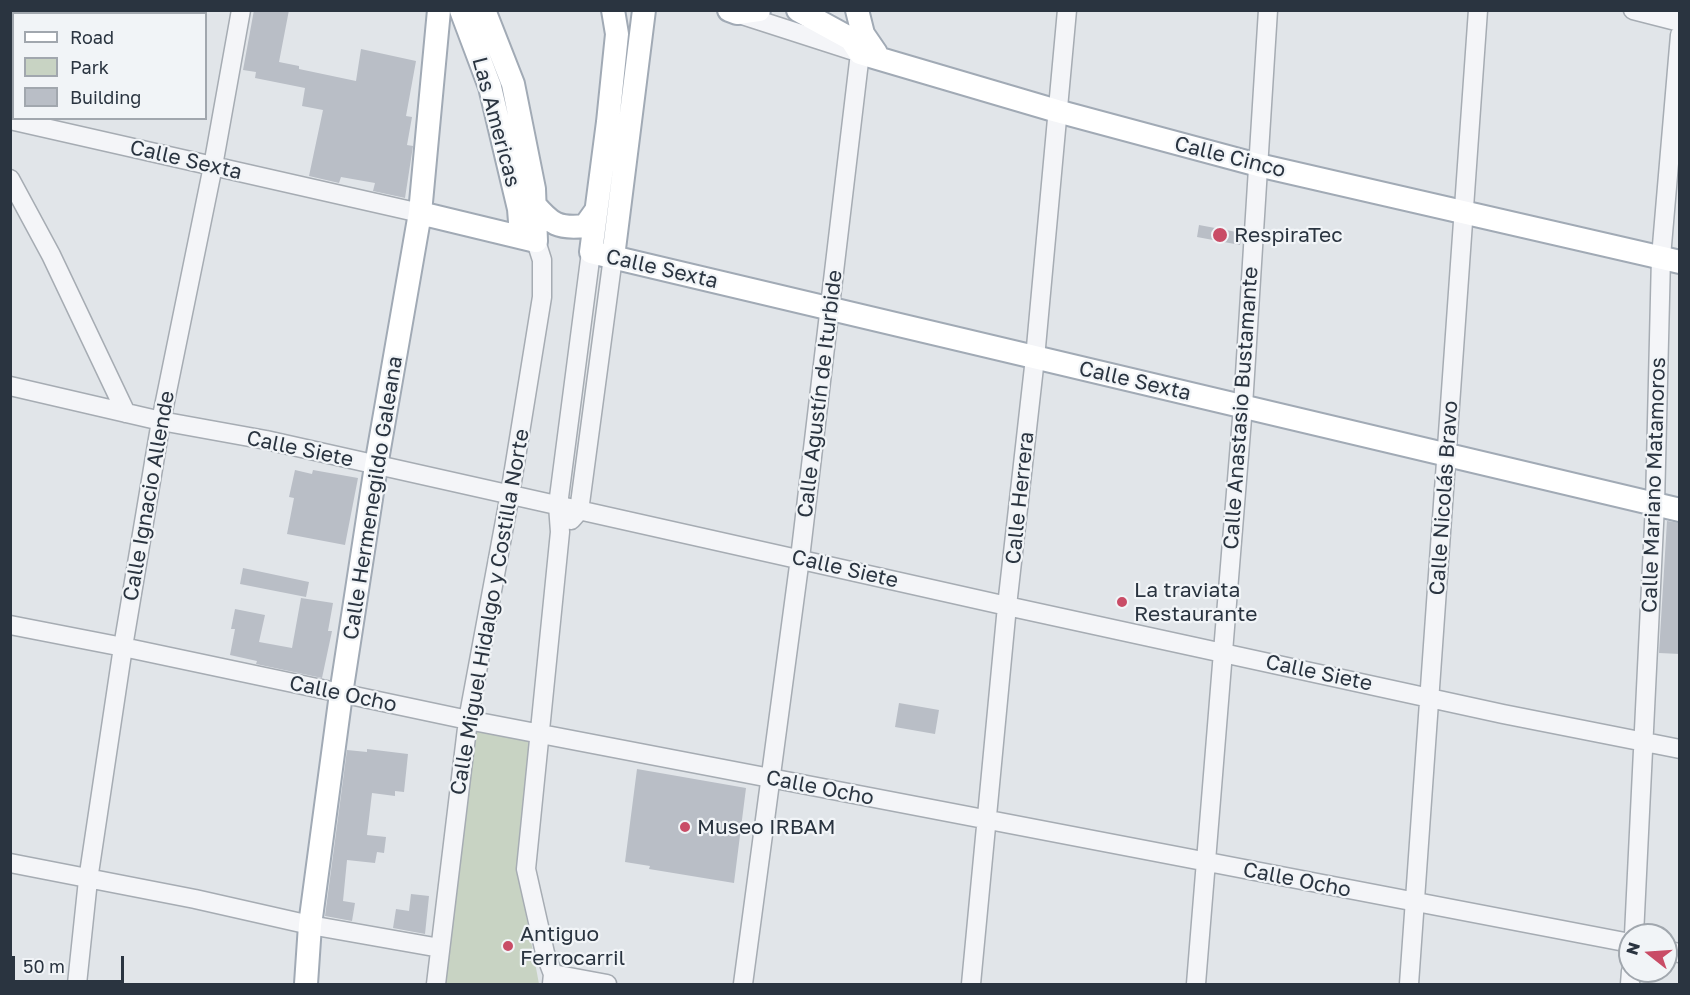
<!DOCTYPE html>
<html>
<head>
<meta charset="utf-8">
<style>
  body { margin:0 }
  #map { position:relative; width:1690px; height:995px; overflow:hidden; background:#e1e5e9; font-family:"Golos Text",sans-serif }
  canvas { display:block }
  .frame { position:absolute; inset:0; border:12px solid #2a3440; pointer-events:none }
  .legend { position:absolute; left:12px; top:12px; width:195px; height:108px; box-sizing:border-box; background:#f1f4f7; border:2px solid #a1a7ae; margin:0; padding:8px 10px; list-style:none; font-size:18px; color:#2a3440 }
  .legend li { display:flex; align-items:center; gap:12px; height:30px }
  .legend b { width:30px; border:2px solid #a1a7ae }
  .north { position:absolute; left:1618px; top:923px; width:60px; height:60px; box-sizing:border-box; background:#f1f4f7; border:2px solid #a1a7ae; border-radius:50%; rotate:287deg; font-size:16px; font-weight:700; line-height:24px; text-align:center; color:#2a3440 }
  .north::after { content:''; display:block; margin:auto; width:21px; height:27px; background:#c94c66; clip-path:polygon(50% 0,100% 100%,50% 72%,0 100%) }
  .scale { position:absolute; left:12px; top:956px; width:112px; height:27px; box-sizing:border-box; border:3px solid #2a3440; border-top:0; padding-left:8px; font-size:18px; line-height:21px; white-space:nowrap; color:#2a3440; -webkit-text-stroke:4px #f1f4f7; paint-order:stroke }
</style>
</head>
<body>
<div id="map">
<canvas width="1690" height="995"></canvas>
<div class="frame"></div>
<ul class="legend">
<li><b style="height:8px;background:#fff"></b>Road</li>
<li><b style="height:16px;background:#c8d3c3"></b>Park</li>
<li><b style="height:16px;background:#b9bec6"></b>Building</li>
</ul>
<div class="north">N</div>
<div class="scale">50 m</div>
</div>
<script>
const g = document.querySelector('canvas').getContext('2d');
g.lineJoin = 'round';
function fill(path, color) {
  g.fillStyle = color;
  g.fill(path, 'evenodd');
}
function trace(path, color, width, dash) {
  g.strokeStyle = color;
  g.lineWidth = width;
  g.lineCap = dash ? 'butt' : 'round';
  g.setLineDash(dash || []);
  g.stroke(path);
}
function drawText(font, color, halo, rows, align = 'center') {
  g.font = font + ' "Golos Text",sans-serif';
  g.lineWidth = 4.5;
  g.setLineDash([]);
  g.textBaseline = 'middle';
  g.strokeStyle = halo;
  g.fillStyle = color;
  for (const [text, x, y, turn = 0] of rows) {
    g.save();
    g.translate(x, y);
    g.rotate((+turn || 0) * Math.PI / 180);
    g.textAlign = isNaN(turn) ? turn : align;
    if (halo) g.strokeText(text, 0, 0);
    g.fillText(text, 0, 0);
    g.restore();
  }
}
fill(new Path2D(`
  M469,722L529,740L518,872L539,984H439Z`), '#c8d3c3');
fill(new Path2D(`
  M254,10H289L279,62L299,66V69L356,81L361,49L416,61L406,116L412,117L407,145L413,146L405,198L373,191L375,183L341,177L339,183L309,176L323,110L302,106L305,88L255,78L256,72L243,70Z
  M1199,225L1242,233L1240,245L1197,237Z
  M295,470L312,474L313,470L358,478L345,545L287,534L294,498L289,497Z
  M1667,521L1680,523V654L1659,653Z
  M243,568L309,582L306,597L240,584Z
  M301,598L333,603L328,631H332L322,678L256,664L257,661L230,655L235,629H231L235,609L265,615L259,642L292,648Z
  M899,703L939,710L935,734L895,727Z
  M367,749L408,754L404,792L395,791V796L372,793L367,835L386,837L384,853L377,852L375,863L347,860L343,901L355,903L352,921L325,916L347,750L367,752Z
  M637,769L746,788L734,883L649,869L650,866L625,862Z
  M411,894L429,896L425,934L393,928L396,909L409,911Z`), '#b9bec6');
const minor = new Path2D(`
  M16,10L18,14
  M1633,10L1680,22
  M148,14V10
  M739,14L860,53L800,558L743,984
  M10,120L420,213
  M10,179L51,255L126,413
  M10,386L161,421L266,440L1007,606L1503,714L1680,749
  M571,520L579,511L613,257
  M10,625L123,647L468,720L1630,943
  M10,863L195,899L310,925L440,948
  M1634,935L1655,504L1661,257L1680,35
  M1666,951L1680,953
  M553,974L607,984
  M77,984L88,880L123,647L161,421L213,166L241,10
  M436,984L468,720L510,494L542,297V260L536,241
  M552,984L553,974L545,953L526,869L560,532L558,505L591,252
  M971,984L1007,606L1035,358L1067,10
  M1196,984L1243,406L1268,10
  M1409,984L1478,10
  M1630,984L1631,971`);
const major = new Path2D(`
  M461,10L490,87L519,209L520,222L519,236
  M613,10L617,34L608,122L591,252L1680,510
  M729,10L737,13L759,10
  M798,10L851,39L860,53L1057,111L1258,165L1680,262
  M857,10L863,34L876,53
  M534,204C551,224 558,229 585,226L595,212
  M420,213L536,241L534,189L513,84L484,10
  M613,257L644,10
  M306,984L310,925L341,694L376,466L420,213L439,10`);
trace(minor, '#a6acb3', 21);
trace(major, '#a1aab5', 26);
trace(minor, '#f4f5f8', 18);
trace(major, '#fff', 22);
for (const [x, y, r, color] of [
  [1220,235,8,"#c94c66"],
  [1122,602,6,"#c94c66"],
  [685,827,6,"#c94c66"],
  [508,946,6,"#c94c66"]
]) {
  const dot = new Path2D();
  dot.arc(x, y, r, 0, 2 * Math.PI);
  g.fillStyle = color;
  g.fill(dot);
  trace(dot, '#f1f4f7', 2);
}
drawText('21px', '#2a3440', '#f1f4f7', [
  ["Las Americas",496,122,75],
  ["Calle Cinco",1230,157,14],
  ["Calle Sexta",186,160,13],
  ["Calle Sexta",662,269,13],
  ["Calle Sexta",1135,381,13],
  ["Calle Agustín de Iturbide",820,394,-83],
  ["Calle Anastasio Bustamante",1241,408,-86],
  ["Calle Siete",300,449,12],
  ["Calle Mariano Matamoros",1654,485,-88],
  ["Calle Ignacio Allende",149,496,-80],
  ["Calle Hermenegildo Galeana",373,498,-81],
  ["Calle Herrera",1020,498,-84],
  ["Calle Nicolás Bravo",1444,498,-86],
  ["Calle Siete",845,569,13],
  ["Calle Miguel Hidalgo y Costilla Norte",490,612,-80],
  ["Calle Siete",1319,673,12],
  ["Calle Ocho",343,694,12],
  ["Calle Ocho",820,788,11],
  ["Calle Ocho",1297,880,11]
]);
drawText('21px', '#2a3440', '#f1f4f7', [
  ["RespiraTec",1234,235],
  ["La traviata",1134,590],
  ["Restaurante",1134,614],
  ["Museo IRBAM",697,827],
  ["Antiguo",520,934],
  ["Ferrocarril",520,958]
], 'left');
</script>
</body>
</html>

•••

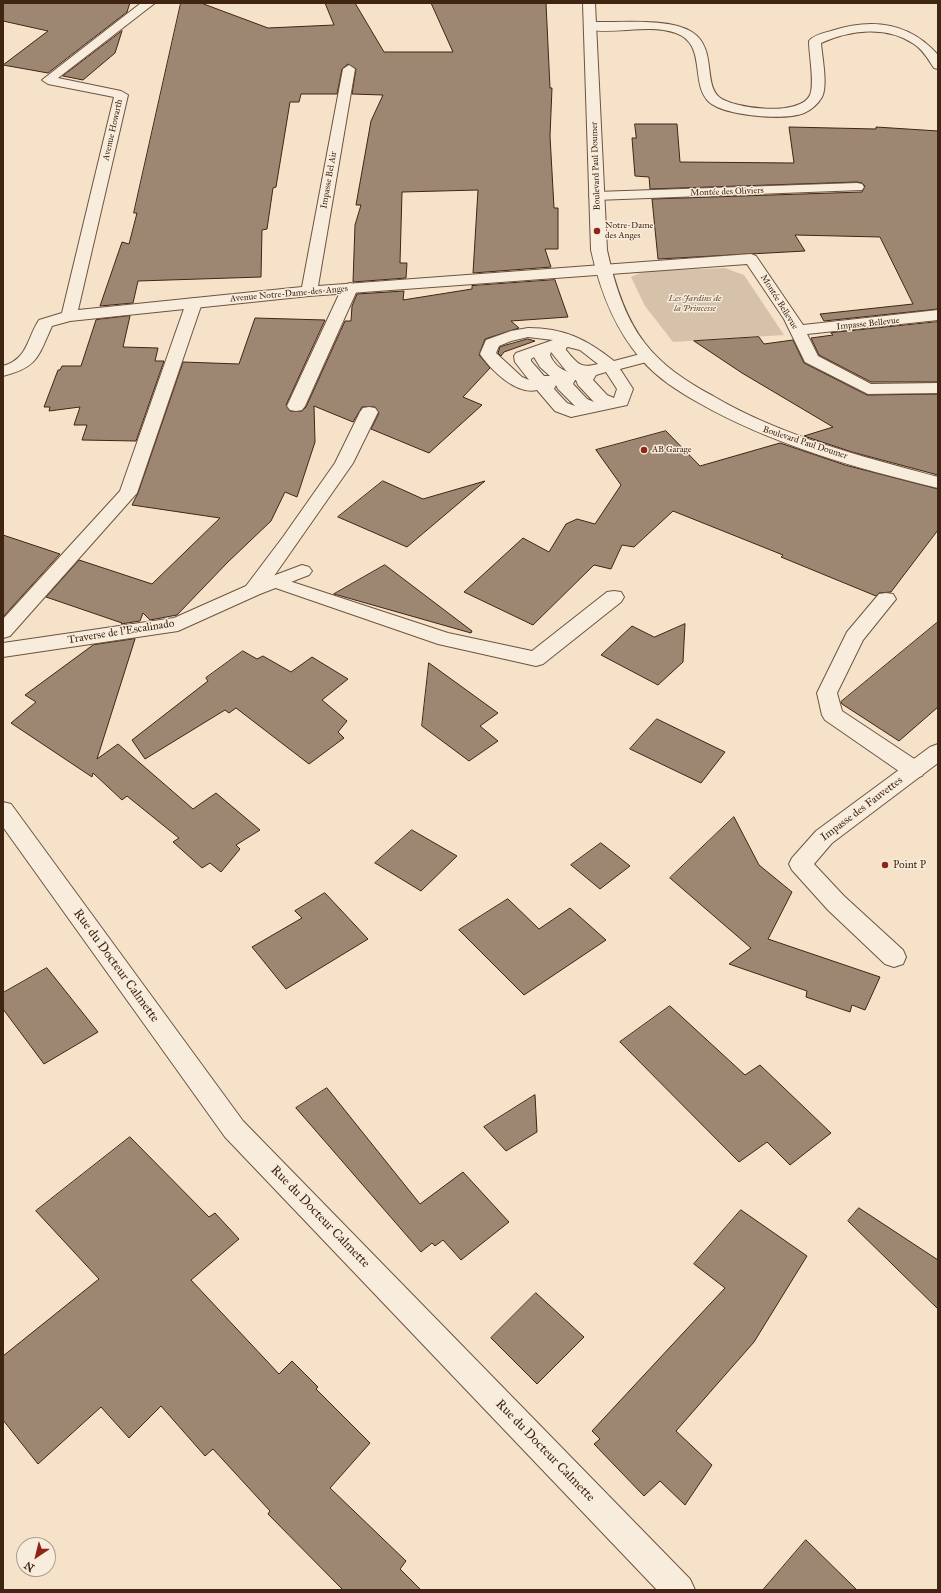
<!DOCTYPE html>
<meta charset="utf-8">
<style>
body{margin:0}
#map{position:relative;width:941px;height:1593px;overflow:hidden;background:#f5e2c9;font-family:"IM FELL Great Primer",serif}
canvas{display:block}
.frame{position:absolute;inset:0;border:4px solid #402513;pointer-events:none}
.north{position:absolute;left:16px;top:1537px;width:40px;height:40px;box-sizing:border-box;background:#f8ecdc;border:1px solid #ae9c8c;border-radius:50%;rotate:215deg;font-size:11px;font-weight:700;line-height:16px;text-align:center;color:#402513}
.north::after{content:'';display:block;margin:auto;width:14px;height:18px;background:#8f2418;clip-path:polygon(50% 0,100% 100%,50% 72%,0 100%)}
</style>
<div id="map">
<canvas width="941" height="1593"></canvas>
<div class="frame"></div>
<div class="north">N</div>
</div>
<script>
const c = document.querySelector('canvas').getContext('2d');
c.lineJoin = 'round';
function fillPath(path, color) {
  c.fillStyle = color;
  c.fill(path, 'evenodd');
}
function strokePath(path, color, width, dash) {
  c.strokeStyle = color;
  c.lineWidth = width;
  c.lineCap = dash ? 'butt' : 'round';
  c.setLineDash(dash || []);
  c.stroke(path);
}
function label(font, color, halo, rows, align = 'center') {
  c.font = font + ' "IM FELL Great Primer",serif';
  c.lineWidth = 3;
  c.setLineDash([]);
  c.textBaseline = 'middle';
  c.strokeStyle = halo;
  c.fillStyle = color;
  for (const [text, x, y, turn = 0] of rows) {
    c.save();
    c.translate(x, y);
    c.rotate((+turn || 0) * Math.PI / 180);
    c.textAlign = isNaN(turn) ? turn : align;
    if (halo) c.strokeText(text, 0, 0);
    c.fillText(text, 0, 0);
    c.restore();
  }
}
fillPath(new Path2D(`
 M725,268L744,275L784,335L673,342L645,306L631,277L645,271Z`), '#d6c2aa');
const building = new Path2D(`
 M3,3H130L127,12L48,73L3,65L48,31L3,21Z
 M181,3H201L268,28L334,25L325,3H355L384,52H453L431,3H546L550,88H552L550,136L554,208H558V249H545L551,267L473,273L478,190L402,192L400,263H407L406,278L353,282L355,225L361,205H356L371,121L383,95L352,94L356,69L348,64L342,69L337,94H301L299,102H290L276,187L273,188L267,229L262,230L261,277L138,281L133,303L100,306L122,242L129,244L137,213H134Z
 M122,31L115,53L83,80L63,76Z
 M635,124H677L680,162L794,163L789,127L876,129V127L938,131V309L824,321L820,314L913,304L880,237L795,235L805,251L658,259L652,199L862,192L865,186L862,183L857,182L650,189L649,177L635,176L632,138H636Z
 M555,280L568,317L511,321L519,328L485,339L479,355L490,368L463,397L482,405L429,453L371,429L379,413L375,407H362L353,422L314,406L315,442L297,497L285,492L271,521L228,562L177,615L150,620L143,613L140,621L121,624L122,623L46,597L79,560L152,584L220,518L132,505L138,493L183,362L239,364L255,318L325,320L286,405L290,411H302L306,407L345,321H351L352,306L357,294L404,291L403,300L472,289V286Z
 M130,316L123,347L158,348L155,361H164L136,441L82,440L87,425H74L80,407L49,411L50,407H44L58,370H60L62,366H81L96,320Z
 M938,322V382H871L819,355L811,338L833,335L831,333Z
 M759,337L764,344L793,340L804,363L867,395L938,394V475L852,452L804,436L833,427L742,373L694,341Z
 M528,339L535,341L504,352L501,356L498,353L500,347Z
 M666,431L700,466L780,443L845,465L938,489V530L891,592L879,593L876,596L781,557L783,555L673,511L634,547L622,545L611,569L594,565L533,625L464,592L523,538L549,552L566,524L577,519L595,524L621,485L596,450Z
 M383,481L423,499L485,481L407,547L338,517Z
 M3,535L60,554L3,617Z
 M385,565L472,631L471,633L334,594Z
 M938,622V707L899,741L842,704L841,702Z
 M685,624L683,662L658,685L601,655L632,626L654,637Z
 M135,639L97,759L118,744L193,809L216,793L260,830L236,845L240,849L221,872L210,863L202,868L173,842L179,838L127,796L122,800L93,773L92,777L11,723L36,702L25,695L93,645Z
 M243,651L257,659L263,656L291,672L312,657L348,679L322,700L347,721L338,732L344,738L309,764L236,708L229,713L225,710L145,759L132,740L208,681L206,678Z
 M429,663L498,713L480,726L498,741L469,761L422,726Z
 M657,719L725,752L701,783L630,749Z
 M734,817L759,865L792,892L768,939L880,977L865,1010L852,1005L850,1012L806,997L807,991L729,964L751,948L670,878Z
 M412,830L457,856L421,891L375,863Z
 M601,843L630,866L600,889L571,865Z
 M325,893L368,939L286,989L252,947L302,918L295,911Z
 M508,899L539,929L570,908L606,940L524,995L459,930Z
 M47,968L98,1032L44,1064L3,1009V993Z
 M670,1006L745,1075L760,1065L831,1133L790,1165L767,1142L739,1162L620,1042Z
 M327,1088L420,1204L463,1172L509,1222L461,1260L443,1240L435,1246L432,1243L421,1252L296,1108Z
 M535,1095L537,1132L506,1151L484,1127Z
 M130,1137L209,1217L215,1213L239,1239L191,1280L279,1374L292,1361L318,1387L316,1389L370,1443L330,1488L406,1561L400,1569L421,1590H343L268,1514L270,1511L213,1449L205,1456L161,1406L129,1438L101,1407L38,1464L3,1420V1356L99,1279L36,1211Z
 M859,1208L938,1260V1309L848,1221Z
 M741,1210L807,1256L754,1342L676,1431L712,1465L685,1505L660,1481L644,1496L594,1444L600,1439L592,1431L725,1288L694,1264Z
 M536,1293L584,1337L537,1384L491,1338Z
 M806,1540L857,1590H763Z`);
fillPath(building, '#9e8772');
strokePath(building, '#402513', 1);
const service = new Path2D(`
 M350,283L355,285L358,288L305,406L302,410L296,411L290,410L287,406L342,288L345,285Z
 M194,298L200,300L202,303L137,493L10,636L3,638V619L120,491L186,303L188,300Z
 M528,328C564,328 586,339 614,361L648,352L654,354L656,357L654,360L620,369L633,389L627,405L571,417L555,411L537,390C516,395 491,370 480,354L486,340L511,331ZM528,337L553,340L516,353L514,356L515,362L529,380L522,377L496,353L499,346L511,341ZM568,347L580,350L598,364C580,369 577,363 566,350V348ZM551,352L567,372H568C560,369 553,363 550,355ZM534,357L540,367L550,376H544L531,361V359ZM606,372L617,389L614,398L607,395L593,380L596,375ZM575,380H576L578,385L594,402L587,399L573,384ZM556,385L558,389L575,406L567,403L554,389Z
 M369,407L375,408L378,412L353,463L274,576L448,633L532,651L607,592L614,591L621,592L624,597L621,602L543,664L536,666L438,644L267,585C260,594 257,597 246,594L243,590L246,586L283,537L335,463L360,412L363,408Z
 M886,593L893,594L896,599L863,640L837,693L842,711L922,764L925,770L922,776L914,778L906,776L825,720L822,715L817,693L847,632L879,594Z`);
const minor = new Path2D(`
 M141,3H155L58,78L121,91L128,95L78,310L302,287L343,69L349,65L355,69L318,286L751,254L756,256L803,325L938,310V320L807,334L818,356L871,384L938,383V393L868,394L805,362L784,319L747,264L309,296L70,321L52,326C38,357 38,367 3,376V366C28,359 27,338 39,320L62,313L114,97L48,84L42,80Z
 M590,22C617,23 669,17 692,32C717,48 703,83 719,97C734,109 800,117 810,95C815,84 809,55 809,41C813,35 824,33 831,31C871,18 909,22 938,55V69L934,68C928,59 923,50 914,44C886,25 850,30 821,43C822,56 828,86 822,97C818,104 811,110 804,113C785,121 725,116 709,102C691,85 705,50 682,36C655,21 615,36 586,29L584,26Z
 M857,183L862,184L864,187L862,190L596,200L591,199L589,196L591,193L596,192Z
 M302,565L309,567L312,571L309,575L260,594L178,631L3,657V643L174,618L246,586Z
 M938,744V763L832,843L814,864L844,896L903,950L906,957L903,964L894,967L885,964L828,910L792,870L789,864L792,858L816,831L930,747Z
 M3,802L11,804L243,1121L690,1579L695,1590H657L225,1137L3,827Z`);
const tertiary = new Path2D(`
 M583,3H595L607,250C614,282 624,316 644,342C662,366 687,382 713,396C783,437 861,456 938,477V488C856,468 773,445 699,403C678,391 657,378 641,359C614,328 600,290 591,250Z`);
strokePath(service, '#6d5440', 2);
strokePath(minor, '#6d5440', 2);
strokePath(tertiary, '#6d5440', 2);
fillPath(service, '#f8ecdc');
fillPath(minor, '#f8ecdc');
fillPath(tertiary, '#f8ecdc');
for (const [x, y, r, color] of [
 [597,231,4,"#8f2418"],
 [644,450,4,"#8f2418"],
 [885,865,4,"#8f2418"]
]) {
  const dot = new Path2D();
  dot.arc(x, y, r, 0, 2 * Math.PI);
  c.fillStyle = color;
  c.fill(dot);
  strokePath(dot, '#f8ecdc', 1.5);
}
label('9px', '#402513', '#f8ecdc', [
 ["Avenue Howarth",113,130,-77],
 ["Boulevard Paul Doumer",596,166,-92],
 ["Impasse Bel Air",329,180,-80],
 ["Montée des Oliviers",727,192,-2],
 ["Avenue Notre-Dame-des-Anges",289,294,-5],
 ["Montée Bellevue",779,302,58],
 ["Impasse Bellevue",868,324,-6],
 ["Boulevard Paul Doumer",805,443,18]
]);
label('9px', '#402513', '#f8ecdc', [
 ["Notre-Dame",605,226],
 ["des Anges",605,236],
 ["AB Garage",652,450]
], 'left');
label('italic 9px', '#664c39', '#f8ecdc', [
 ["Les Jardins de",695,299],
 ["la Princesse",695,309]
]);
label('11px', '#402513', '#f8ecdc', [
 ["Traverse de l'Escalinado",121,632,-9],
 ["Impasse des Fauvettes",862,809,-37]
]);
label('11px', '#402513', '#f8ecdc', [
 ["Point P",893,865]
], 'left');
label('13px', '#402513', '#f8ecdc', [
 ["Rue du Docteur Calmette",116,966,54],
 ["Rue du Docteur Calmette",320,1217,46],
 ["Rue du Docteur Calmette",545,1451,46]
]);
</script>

•••

Exercise goal: For this exercise, gather every line of the data that contains the word "halo".

Exercise solution:
function drawText(font, color, halo, rows, align = 'center') {
  g.strokeStyle = halo;
    if (halo) g.strokeText(text, 0, 0);
function label(font, color, halo, rows, align = 'center') {
  c.strokeStyle = halo;
    if (halo) c.strokeText(text, 0, 0);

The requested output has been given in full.